Locate the line that contains "g.lineWidth = 3;" in the entries below, then repeat it and every following line through the line that contains "g.rotate((+turn || 0) * Math.PI / 180);", exactly, and no others.

<<<<

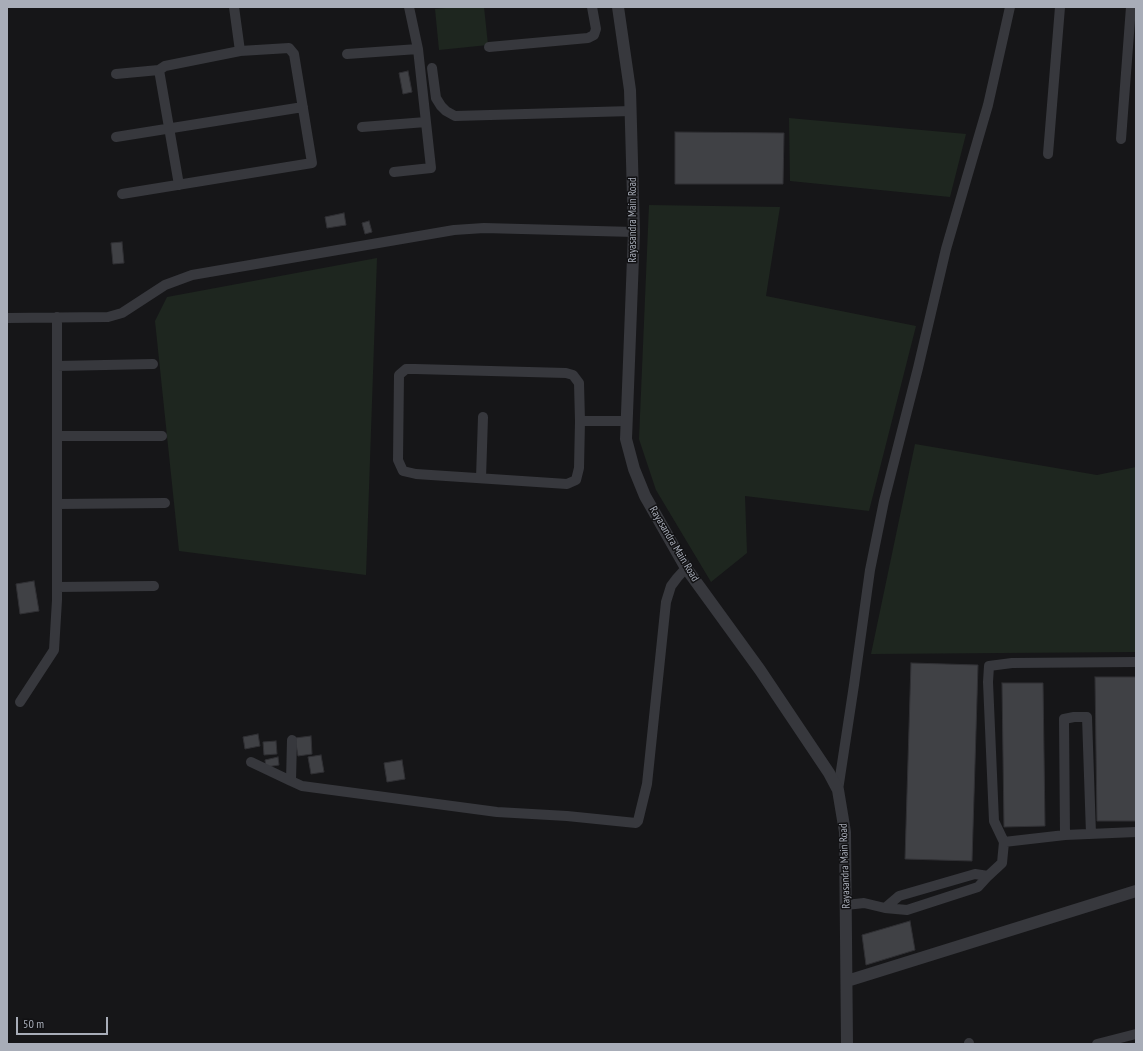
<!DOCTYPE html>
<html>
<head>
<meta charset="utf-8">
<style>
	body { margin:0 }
	#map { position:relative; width:1143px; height:1051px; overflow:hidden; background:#161618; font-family:"PT Sans Narrow",sans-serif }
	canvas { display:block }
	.frame { position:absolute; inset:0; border:8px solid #a8adb8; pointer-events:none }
	.scale { position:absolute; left:16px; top:1017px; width:92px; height:18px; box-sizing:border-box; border:2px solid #a8adb8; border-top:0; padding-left:5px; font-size:12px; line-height:14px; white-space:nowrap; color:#a8adb8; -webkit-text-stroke:3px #111113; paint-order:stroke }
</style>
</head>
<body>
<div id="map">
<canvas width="1143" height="1051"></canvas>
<div class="frame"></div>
<div class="scale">50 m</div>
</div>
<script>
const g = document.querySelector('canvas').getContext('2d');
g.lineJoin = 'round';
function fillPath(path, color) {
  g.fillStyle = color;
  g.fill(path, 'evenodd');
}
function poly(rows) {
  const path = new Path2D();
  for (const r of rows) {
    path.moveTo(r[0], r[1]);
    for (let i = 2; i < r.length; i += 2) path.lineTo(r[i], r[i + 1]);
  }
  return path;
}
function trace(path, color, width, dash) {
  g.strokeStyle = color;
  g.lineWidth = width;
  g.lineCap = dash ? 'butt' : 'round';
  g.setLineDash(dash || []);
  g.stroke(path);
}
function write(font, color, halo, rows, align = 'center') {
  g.font = font + ' "PT Sans Narrow",sans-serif';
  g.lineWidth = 3;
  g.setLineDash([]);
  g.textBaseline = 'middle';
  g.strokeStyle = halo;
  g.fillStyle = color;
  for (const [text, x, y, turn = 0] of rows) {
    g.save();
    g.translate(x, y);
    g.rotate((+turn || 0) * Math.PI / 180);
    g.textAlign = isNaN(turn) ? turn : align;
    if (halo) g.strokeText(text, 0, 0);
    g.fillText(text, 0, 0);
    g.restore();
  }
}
fillPath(poly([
	[457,7,484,7,488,45,439,50,435,9],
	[789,118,966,134,950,197,790,181],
	[649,205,780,207,766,296,916,326,869,511,745,496,747,553,711,582,656,490,639,439],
	[377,258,366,575,179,551,155,321,167,297],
	[915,444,1097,475,1136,467,1136,652,871,654]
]), '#1e261f');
const building = poly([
	[408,71,412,92,403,94,399,73,408,71],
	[675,132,784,133,783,184,675,184,675,132],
	[344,213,346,225,327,228,325,217,344,213],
	[369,221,372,232,365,234,362,223,369,221],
	[122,242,124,263,113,264,111,243,122,242],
	[34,581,39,611,20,614,16,584,34,581],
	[911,663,978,665,972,861,905,859,911,663],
	[1095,677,1136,677,1136,821,1097,821,1095,677],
	[1002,683,1043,683,1045,826,1004,827,1002,683],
	[258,734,260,746,245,749,243,737,258,734],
	[311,736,312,754,298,756,295,738,311,736],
	[276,741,277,754,264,755,263,742,276,741],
	[321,755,324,772,311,774,308,757,321,755],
	[278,757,279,765,266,767,265,760,278,757],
	[402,760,405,779,387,782,384,763,402,760],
	[910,921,915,950,866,965,862,935,910,921]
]);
fillPath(building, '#404145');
trace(building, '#303034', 1);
trace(poly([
	[489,47,588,38,594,35,596,29,592,7],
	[347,54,418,49],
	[432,68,436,98,441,106,446,111,455,116,631,111],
	[116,74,159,70],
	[362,127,426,122],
	[116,137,303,107],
	[1121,139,1131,7],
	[1048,154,1060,7],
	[394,172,431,168,418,49,409,7],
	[179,185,159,70,165,66,240,51],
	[122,194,312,163,294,54,289,48,240,51,234,7],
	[7,318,108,317,122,313,165,285,192,275,454,230,484,228,634,232],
	[57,366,153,364],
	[580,421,579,383,573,375,566,373,415,369,406,369,399,375,398,460,403,471,416,474,567,484,576,480,579,468,580,421,627,421],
	[57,436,162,436],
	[481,478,483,417],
	[57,504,165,503],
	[57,587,154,586],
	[20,702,54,650,57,600,57,317],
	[292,740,291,781,302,786,497,812,567,816,636,823,638,821,647,784,666,602,671,586,677,578,686,568],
	[251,762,291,781],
	[838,790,854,685,870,570,884,501,918,368,946,249,988,105,1010,7],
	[1065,835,1064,719,1074,717,1087,717,1091,834],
	[1004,842,1065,835,1136,832],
	[846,905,864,903,885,908,907,910,978,887,988,876],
	[885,908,899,896,975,874,988,876,1002,863,1004,842,994,821,988,682,989,666,1012,663,1136,662],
	[969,1043,969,1044],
	[1097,1044,1136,1034]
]), '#37383d', 10);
trace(poly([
	[618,7,630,90,634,232,626,439,634,469,645,496,686,568,760,670,829,773,838,790,845,832,847,1044],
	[847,981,1136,891]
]), '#37383d', 12);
write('11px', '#a8adb8', '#111113', [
	["Rayasandra Main Road",633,220,-90],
	["Rayasandra Main Road",674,544,59],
	["Rayasandra Main Road",845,866,-92]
]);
</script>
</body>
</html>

>>>>

Exercise answer
  g.lineWidth = 3;
  g.setLineDash([]);
  g.textBaseline = 'middle';
  g.strokeStyle = halo;
  g.fillStyle = color;
  for (const [text, x, y, turn = 0] of rows) {
    g.save();
    g.translate(x, y);
    g.rotate((+turn || 0) * Math.PI / 180);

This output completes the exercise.